The European Adventure
On Tuesday 10th July, Travelling Ahead’s Pembrokeshire Gypsy Youth Forum visited the European Parliament in Brussels. The young people, staff from Monkton Priory School, and Save the Children were invited by Derek Vaughan MEP. He is one of four MEPs responsible for representing Wales at the European Parliament. The visit left us with some exciting ideas and potentially crucial breakthroughs but we’ll get to that a bit later…
I started the day separately from the young people, visiting the European Roma Information Office (ERIO), which is situated in a leafy residential suburb of the city. After much walking, sporadic consultations of bus shelter maps, and an acceptance that I looked a bit odd walking around in circles wearing a suit, I finally found my destination. Inside I found Dr Marta Pinto (Policy Officer) and Ivan Ivanov (Executive Director), who kindly welcomed me and were keen to hear about the young Gypsies, Roma and Travellers I work with in Wales. Interestingly, ERIO did not have any links with organisations supporting these communities in Wales so it was great to forge an important link at the European level of advocacy. The conversation moved on to the work ERIO does in trying to cajole the various European political institutions – of which there are many – into action to improve the lives of the 10-12 million Roma living in te European Union. It appears that Roma suffer from the same political problems at this level as at National level. That is; the economic crisis is used as an excuse for inaction, supporting these communities is seen by politicians as a vote-loser, and politicians will even use these groups as handy scapegoats or to gain political capital through being seen to be tough e.g. Sarkozy’s explusion of Roma in France or Basildon Council’s eviction of Dale Farm.
After an hour we said our goodbyes, with a promise that Travelling Ahead would become a member of ERIO’s network of organisations, as I made my way towards the European Parliament. Meanwhile, the Youth Forum members were experiencing what can only be termed ‘chronic-tiredness’. Having spent Monday in school, they flew from the UK to Brussels at midnight. Rather than sleeping and excited about being in a foreign city, the forum explored Brussels during Tuesday morning before we met up in the afternoon. As a result, this meant that when they met Derek Vaughan MEP they were entering roughly their 31st hour of being awake!

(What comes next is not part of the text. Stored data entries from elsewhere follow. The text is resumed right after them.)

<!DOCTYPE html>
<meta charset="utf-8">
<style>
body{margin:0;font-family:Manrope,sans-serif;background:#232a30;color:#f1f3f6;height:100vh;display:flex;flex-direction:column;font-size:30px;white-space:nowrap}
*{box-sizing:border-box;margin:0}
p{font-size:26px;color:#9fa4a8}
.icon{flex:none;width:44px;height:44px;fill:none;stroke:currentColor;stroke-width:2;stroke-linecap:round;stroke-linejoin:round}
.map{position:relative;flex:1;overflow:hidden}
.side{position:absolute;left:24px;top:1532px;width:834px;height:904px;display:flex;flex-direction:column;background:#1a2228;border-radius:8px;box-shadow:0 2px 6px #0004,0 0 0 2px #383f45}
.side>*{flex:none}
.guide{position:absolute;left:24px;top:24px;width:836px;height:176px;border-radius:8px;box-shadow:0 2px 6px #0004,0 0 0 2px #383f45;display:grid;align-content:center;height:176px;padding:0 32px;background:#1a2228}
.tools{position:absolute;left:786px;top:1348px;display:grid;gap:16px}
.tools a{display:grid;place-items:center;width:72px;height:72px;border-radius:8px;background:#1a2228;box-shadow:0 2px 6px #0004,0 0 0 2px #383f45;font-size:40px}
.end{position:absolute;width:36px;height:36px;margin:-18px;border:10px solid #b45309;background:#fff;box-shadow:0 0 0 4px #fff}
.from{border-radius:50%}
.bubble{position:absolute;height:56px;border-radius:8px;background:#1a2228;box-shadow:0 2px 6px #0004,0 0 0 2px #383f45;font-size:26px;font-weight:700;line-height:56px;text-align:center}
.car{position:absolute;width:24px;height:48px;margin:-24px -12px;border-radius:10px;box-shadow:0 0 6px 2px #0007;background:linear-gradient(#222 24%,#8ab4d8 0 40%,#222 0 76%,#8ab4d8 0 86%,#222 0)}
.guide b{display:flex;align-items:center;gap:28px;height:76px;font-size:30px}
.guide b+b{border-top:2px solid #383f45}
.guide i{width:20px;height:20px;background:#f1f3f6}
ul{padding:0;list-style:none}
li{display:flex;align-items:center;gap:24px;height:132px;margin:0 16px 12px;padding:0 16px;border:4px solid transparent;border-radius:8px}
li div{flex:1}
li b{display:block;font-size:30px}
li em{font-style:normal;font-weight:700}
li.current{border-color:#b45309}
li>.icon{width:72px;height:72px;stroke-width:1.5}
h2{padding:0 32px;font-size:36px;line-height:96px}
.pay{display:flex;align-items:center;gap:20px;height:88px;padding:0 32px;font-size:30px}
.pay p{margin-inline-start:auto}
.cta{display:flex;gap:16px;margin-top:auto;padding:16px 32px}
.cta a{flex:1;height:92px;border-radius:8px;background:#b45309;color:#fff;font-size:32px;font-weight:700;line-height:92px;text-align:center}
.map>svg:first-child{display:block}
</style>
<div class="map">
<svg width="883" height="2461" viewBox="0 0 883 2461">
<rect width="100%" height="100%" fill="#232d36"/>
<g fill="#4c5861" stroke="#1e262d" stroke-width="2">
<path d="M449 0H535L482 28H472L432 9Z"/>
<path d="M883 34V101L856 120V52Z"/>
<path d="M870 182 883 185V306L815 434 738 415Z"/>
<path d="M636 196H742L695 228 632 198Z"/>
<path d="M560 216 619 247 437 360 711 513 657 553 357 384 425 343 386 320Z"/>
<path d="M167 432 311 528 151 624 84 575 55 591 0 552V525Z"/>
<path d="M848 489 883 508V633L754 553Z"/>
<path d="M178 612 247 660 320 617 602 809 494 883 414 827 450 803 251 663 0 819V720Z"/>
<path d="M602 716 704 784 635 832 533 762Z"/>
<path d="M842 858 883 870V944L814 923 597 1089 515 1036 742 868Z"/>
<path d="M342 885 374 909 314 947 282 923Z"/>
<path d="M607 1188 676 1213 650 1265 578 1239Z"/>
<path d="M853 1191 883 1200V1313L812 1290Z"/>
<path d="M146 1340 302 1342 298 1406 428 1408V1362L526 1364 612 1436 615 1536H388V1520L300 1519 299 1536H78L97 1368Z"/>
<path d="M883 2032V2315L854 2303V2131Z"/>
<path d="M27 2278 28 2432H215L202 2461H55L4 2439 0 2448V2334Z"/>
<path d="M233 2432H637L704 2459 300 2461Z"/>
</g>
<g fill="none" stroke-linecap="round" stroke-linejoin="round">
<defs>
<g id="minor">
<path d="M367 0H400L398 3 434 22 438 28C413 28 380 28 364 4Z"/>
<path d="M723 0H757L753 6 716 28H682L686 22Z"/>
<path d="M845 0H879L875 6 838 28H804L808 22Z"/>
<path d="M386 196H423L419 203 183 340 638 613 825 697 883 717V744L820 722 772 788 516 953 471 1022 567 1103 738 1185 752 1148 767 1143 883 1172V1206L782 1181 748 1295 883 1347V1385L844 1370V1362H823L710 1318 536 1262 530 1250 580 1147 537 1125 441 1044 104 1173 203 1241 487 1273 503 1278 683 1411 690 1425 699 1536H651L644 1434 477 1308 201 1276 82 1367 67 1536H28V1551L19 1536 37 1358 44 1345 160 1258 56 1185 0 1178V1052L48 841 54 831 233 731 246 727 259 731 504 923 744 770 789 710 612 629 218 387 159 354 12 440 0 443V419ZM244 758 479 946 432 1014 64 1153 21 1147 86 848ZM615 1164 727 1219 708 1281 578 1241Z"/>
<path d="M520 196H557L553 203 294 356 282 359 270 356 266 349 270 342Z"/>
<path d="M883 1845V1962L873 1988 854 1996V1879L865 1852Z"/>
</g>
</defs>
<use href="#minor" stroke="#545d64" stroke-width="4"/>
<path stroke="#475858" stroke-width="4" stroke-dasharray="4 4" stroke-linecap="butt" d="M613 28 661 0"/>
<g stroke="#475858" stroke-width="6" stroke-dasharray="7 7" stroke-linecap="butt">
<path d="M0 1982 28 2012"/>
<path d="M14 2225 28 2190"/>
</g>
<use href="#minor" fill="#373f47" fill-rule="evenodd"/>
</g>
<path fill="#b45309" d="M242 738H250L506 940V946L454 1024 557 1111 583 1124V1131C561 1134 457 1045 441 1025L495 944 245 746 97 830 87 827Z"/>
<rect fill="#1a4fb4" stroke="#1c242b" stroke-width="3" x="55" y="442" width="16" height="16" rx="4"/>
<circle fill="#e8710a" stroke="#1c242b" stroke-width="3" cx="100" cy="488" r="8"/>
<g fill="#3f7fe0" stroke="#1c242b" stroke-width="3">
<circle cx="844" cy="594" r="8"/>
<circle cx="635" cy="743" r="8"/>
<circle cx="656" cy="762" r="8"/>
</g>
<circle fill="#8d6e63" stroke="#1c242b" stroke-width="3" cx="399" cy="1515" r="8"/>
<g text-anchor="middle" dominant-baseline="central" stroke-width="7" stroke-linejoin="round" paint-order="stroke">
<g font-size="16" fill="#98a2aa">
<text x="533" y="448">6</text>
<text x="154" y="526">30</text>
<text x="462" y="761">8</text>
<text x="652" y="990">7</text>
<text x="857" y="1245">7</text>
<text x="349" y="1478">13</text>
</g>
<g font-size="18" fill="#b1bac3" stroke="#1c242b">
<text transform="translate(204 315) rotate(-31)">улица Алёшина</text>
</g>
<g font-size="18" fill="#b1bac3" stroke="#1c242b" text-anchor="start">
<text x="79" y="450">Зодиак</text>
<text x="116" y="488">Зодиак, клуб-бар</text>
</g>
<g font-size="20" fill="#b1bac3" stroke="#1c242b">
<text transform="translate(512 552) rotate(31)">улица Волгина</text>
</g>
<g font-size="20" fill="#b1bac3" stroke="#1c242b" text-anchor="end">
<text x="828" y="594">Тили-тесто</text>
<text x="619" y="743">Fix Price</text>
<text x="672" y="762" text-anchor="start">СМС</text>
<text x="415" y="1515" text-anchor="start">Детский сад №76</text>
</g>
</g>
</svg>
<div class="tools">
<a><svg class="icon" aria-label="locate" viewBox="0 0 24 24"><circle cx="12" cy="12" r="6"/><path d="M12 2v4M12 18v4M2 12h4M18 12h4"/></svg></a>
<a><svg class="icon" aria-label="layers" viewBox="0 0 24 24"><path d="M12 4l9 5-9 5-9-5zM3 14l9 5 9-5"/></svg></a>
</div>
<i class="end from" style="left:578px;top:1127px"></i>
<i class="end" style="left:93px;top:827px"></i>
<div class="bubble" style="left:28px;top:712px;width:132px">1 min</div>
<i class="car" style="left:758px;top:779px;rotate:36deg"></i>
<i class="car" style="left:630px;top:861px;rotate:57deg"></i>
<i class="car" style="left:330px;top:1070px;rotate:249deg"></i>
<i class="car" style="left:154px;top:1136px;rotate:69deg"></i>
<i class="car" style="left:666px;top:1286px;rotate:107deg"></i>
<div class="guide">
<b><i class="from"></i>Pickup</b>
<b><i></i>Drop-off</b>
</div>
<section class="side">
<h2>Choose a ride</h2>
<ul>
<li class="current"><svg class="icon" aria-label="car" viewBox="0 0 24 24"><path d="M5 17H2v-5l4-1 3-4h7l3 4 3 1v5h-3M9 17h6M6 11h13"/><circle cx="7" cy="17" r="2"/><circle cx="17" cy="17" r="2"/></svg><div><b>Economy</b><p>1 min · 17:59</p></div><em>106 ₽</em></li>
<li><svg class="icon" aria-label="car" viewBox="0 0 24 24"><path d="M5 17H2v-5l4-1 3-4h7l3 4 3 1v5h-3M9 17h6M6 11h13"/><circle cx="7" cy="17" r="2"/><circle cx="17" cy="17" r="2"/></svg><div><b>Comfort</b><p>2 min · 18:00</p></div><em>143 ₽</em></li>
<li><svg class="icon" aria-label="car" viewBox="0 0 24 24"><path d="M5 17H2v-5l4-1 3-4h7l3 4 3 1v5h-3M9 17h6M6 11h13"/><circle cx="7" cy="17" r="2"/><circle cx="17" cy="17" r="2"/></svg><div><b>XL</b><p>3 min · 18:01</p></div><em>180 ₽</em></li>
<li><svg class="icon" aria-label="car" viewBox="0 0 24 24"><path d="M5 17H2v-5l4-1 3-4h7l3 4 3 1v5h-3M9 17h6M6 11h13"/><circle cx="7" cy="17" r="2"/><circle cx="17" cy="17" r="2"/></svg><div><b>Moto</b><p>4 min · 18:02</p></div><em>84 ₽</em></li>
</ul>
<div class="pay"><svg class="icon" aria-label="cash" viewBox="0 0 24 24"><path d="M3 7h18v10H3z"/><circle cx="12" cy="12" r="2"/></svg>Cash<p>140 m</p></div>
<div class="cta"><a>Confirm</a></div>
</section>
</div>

Nevertheless, Derek Vaughan MEP was an engaging and down-to-earth speaker. He seemed genuinely interested in the lives of the young people and had been heavily involved in the development of the two local authority owned Gyspy & Traveller sites in Neath Port Talbot during his previous role as leader of that council. Mr Vaughan wrapped up his talk fairly quickly to give more time for questions from the young people. Although some had begun to wilt from their wake-a-thon, Kirby and Ellen in particular asked interesting questions about the right to sites and how Mr Vaughan had become involved with the European Parliament. Most significantly for me, when I and other professionals asked questions about insecure funding of Gypsy & Traveller education in Wales, Mr Vaughan was visibly concerned and offered to help in any way he could, if I would supply him with the key details. This could be a major step forwards for these communities in Wales. We’re seeing a trend towards local authorities devaluing the importance of Traveller Education Services – claiming cuts are a necessary burden to be imposed on services equally. However, it was Mr Vaughan’s own colleague Richard Howitt MEP who said that equality is not about treating everyone the same, it is about giving everyone the same opportunity to succeed. Traveller Education Services go some way towards achieving this for the communities that Travelling Ahead supports and I will be doing all I can to support Derek Vaughan MEP to sustain these services during the transitional period between European funding streams.
Richard Howitt MEP met with us in an unexpected twist on the day. He had heard that his friend, Mr Vaughan, was meeting some constituents from the Gypsy community and came along to share his experiences. During the Dale Farm eviction, he had gone along to support the Human Rights of the residents – constituents of his – but was forcibly removed from the site, for fear that he might end up on the evening news opposing the eviction process! It was great to meet another politician who was clearly passionate about ensuring that these communities obtain the Human Rights that they are entitled to receive. There was just time to invite our hosts to visit Monkton Priory School in Pembrokeshire next term, which was welcomed and accepted by both.
Having left the iconic building and two passionate and helpful MEPs, we met up with younger members of the group who weren’t allowed in because of “procedure” (It later turned out that younger children can be permitted with express permission given by the MEP). During a quiet moment I ask, “So, will you vote when you grow up?” “No” came the reply from a couple of the boys. However, in reality these boys had participated in a mock election just the day before due to the excitement of the upcoming trip. Looking cool amongst your peers and becoming active citizens are two very different things!